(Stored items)

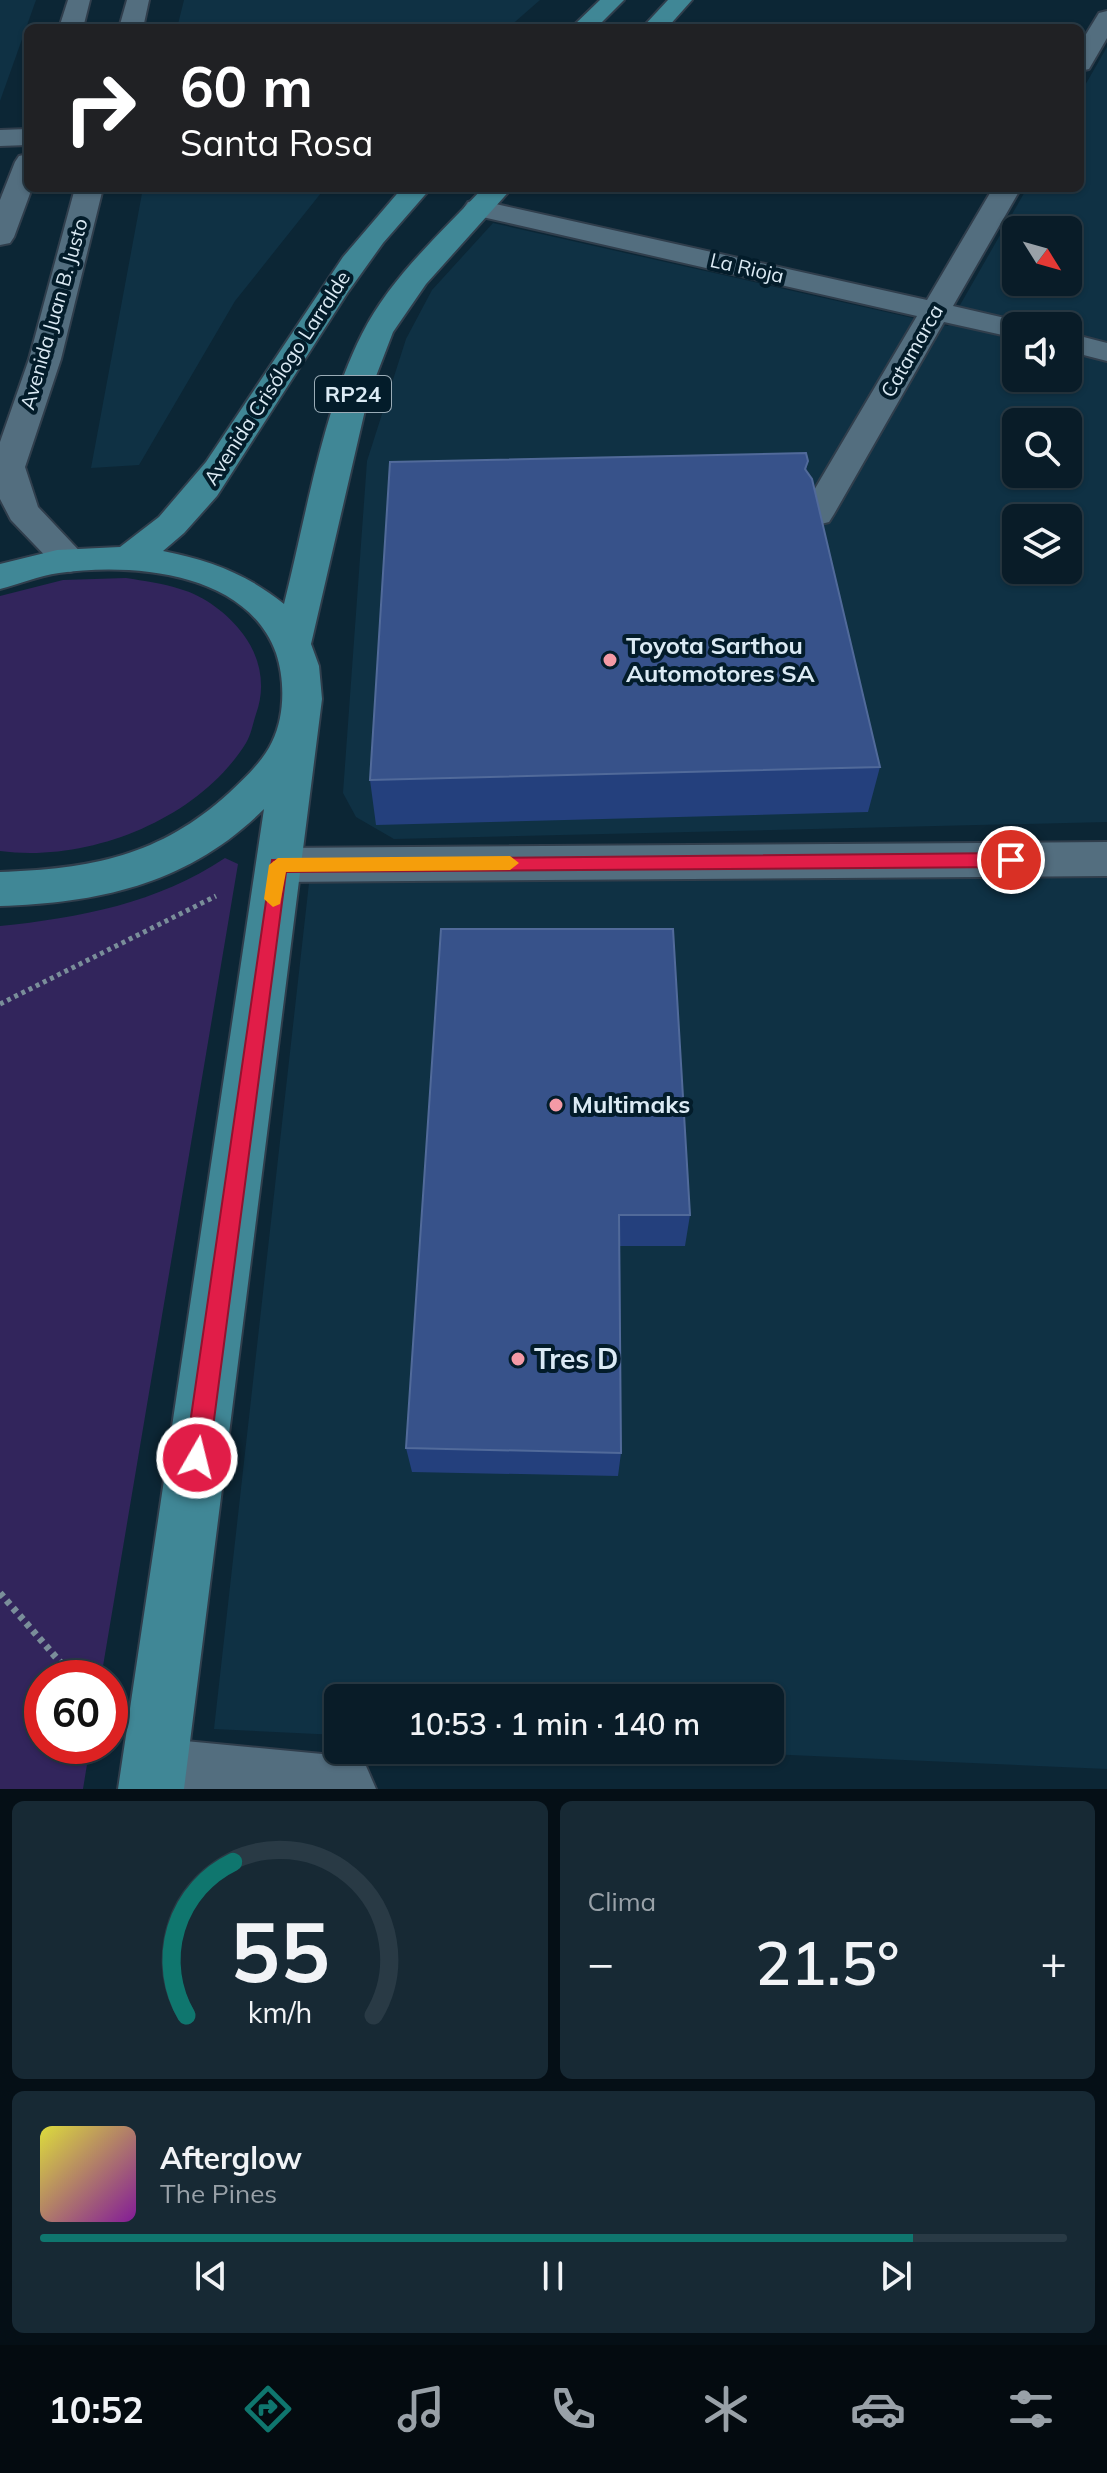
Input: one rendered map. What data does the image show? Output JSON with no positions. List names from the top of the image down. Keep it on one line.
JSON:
{"streets":{"main road":["Avenida Crisólogo Larralde","RP24"],"street":["La Rioja","Avenida Juan B. Justo","Catamarca"]},"crossings":[["La Rioja","Catamarca"],["La Rioja","RP24"],["Avenida Juan B. Justo","RP24"],["Avenida Crisólogo Larralde","RP24"]],"places":["Toyota Sarthou Automotores SA","Multimaks","Tres D"],"north":"bottom right","page":{"turn":["60 m","Santa Rosa"],"limit":"60","trip":"10:53 · 1 min · 140 m","tile":"Clima","heat":["−","21.5°","+"],"song":["Afterglow","The Pines"],"tabs":"10:52","gauge":["55","km/h"]}}
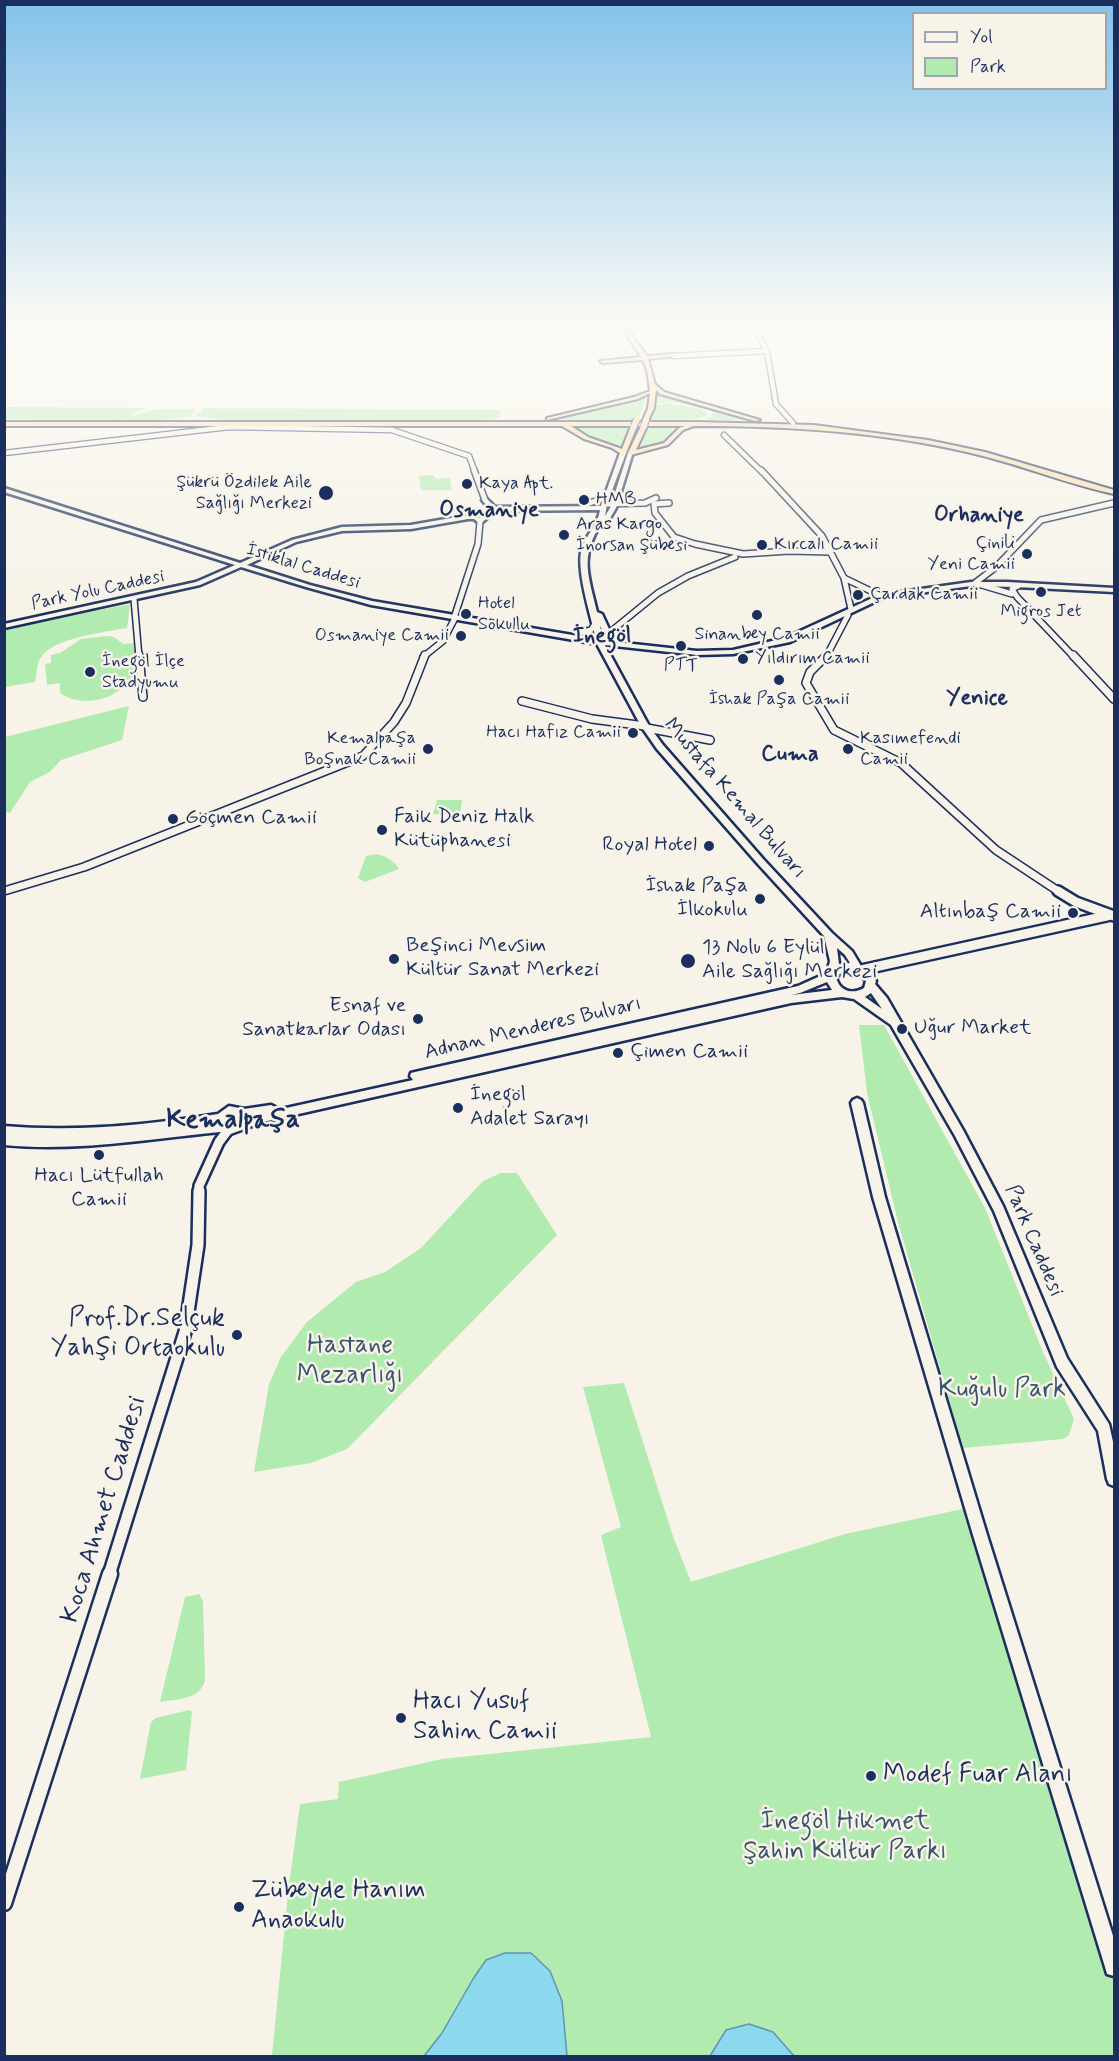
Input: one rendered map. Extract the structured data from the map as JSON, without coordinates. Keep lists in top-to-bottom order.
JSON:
{
  "streets": {
    "main road": [
      "İstiklal Caddesi",
      "Park Yolu Caddesi",
      "Mustafa Kemal Bulvarı",
      "Adnan Menderes Bulvarı",
      "Park Caddesi"
    ],
    "street": ["Koca Ahmet Caddesi"]
  },
  "crossings": [
    ["İstiklal Caddesi", "Park Yolu Caddesi"],
    ["İstiklal Caddesi", "Mustafa Kemal Bulvarı"],
    ["Mustafa Kemal Bulvarı", "Adnan Menderes Bulvarı"],
    ["Mustafa Kemal Bulvarı", "Park Caddesi"],
    ["Adnan Menderes Bulvarı", "Park Caddesi"],
    ["Adnan Menderes Bulvarı", "Koca Ahmet Caddesi"]
  ],
  "districts": [
    "Osmaniye",
    "Orhaniye",
    "İnegöl",
    "Yenice",
    "Cuma",
    "Kemalpaşa"
  ],
  "parks": ["Hastane Mezarlığı", "Kuğulu Park", "İnegöl Hikmet Şahin Kültür Parkı"],
  "places": [
    "Kaya Apt.",
    "Şükrü Özdilek Aile Sağlığı Merkezi",
    "HMB",
    "Aras Kargo İnorsan Şübesi",
    "Kırcalı Camii",
    "Çinili Yeni Camii",
    "Migros Jet",
    "Çardak Camii",
    "Hotel Sokullu",
    "Sinanbey Camii",
    "Osmaniye Camii",
    "PTT",
    "Yıldırım Camii",
    "İnegöl İlçe Stadyumu",
    "İshak Paşa Camii",
    "Hacı Hafız Camii",
    "Kemalpaşa Boşnak Camii",
    "Kasımefendi Camii",
    "Göçmen Camii",
    "Faik Deniz Halk Kütüphanesi",
    "Royal Hotel",
    "İshak Paşa İlkokulu",
    "Altınbaş Camii",
    "Beşinci Mevsim Kültür Sanat Merkezi",
    "13 Nolu 6 Eylül Aile Sağlığı Merkezi",
    "Esnaf ve Sanatkarlar Odası",
    "Uğur Market",
    "Çimen Camii",
    "İnegöl Adalet Sarayı",
    "Hacı Lütfullah Camii",
    "Prof.Dr.Selçuk Yahşi Ortaokulu",
    "Hacı Yusuf Sahin Camii",
    "Modef Fuar Alanı",
    "Zübeyde Hanım Anaokulu"
  ],
  "legend": ["Yol", "Park"]
}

Work to be completed: Would you show every line in the data above that contains the string "from"?

Task solution:
Input: one rendered map. What data does the image show? Output JSON with no positions. List names from the top of the image down. Keep it on one line.
Input: one rendered map. Extract the structured data from the map as JSON, without coordinates. Keep lists in top-to-bottom order.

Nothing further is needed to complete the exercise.